Ginkgo is derived from the leaves of the ginkgo tree, one of the oldest species of trees, and has been used for thousands of years by the Chinese as an herbal remedy for a variety of ailments.
The typical daily dose of ginkgo biloba is 120 milligrams of dried extract in two or three oral doses. The extract contains several flavonoids, a large group of natural plant products that are characterized by a specific chemical structure containing a series of carbon rings. Ginkgo extract also contains some biflavonoids, a related group of compounds, and two different types of terpenes, a class of naturally occurring chemicals that includes the active ingredients in catnip and marijuana.

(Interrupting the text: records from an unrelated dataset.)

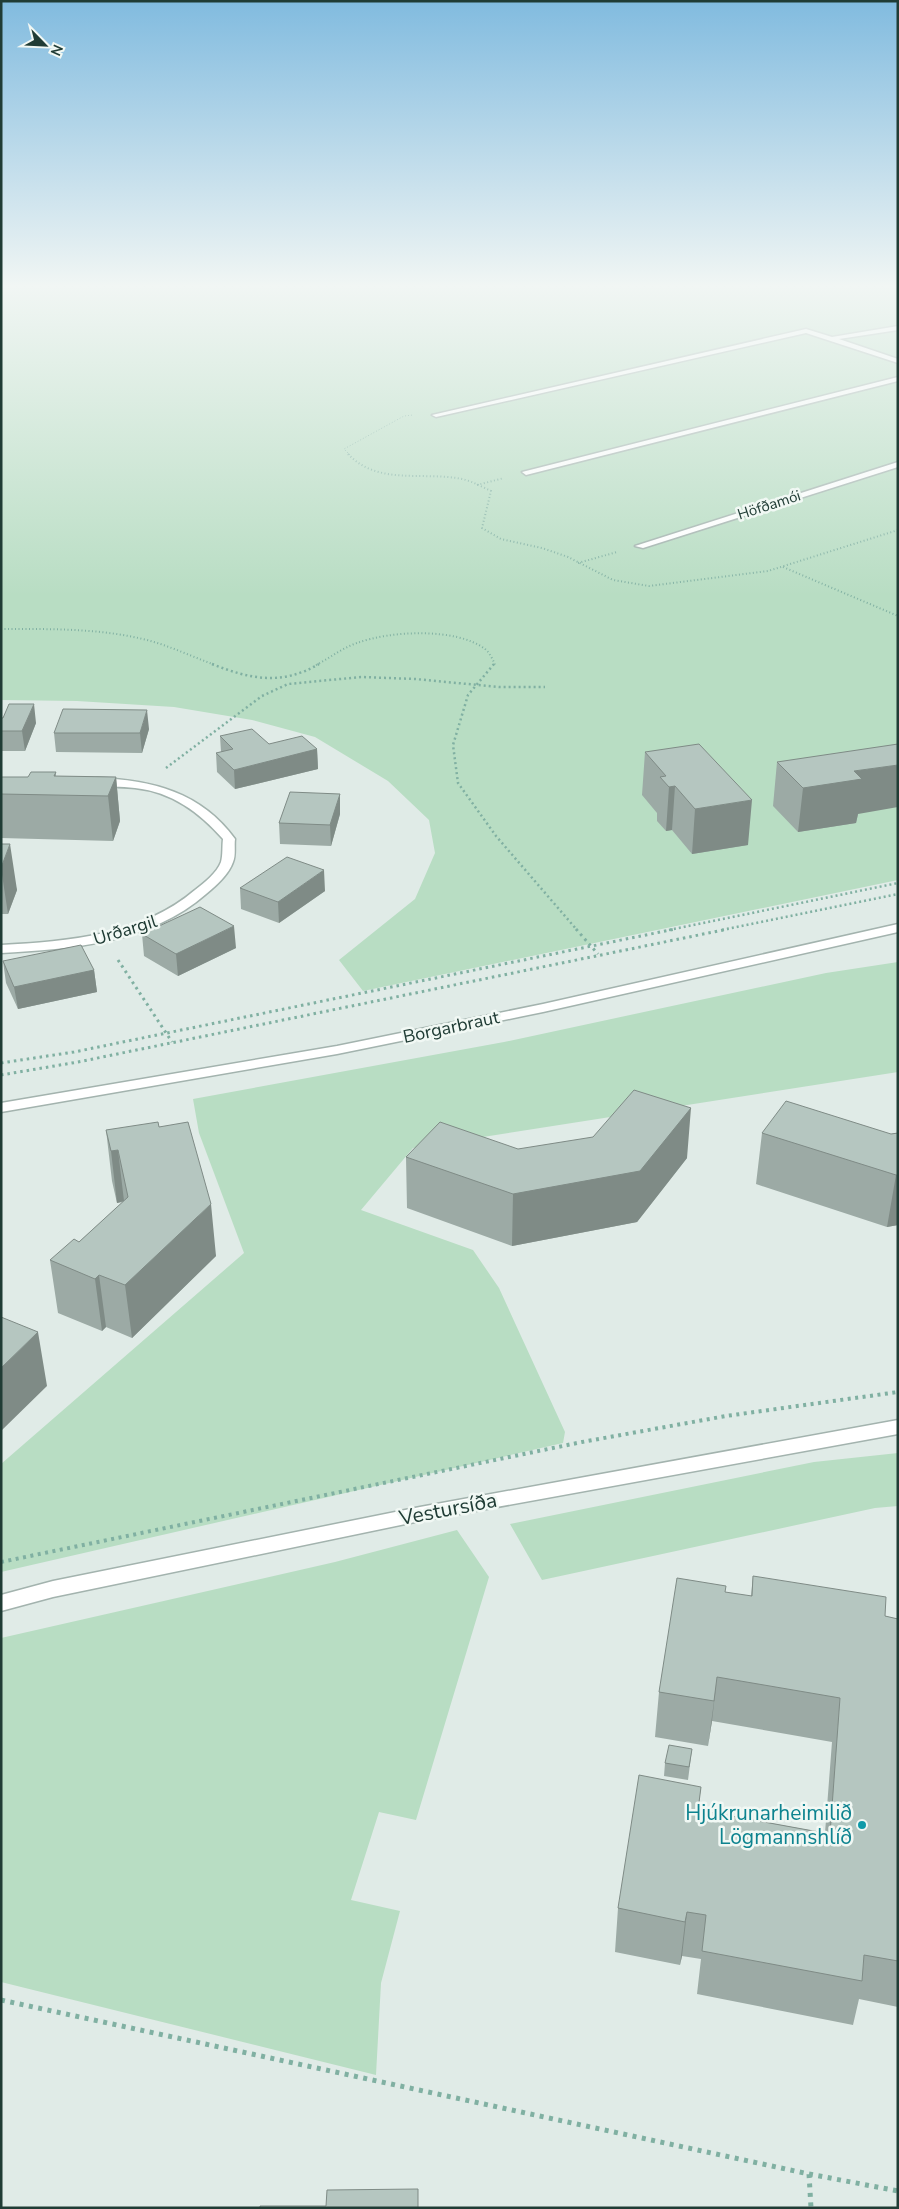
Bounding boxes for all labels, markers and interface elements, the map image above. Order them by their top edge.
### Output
north arrow [20,20,70,70]
text: N [46,41,67,59]
street label: Höfðamói [735,485,803,525]
street label: Urðargil [90,909,160,951]
street label: Borgarbraut [401,1005,502,1049]
street label: Vestursíða [396,1486,499,1532]
place label: Hjúkrunarheimilið Lögmannshlíð [685,1799,852,1851]
marker: Hjúkrunarheimilið Lögmannshlíð [856,1819,868,1831]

Today ginkgo biloba is perhaps the most widely used herbal treatment aimed at augmenting cognitive functions — that is, improving memory, learning, alertness, mood and so on. In Europe, ginkgo is an important part of mainstream medicine, with sales accounting for more than 1 percent of all pharmaceutical purchases. In the U.S. alone, $310 million dollars worth was sold in 1998. But is its popularity based on folklore or on experimental findings?

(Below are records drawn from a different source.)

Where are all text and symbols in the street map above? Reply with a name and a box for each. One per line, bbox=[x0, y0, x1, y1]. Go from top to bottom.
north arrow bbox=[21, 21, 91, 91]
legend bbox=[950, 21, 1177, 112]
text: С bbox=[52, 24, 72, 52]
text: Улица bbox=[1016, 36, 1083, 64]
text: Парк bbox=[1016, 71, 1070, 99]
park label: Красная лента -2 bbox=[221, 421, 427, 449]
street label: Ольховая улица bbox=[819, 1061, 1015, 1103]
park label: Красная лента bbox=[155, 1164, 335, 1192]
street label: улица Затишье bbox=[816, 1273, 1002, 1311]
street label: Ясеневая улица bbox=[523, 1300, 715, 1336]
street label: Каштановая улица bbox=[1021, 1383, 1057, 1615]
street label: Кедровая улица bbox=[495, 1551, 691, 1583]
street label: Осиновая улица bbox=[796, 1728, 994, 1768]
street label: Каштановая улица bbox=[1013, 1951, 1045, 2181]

While dozens of investigations have examined the cognitive effects of ginkgo in humans, many of the research reports are in non-English publications or in journals with very restricted distribution, making assessment of the findings difficult. The great majority of studies have involved subjects with mild to moderate mental impairment, usually a diagnosis of early Alzheimer’s. Most of the experiments that show evidence of cognitive enhancement in Alzheimer’s patients have used a standardized ginkgo extract known as EGb 761.

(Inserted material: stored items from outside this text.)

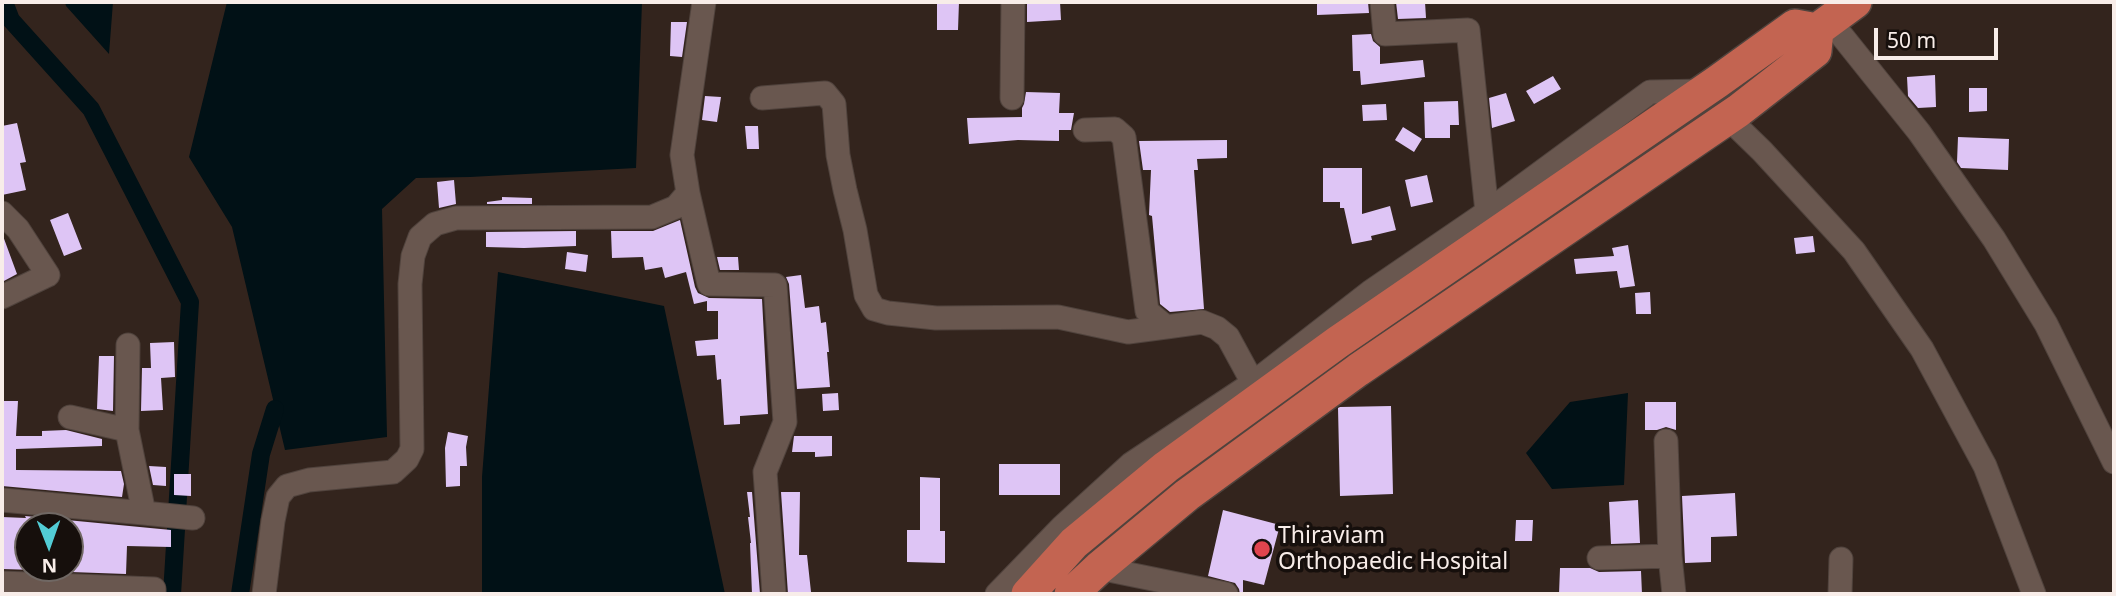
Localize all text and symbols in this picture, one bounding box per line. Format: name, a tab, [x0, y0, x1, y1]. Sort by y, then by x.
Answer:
scale bar	[1878, 14, 2002, 58]
text: 50 m	[1887, 26, 1936, 54]
north arrow	[14, 512, 84, 582]
place label: Thiraviam Orthopaedic Hospital	[1278, 522, 1508, 576]
marker: Thiraviam Orthopaedic Hospital	[1252, 539, 1272, 559]
text: N	[41, 553, 57, 579]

Ginkgo biloba and Alzheimer’s
In 1998 Barry S. Oken of Oregon Health Sciences University and his colleagues considered more than 50 studies involving subjects with mental impairment and selected four that met a conservative set of criteria, including sufficient characterization of the Alzheimer’s diagnosis, use of a standardized ginkgo extract, and a placebo-controlled, double-blind design (in which neither the subjects nor the investigators know until the end whether a given patient is receiving the extract or the placebo). Each of these studies showed that the Alzheimer’s patients who received ginkgo performed better on various cognitive tests than did patients who received a placebo. Improvements were evident in standardized tests measuring attention, short-term memory and reaction time; the average extent of improvement resulting from ginkgo treatment was 10 to 20 percent.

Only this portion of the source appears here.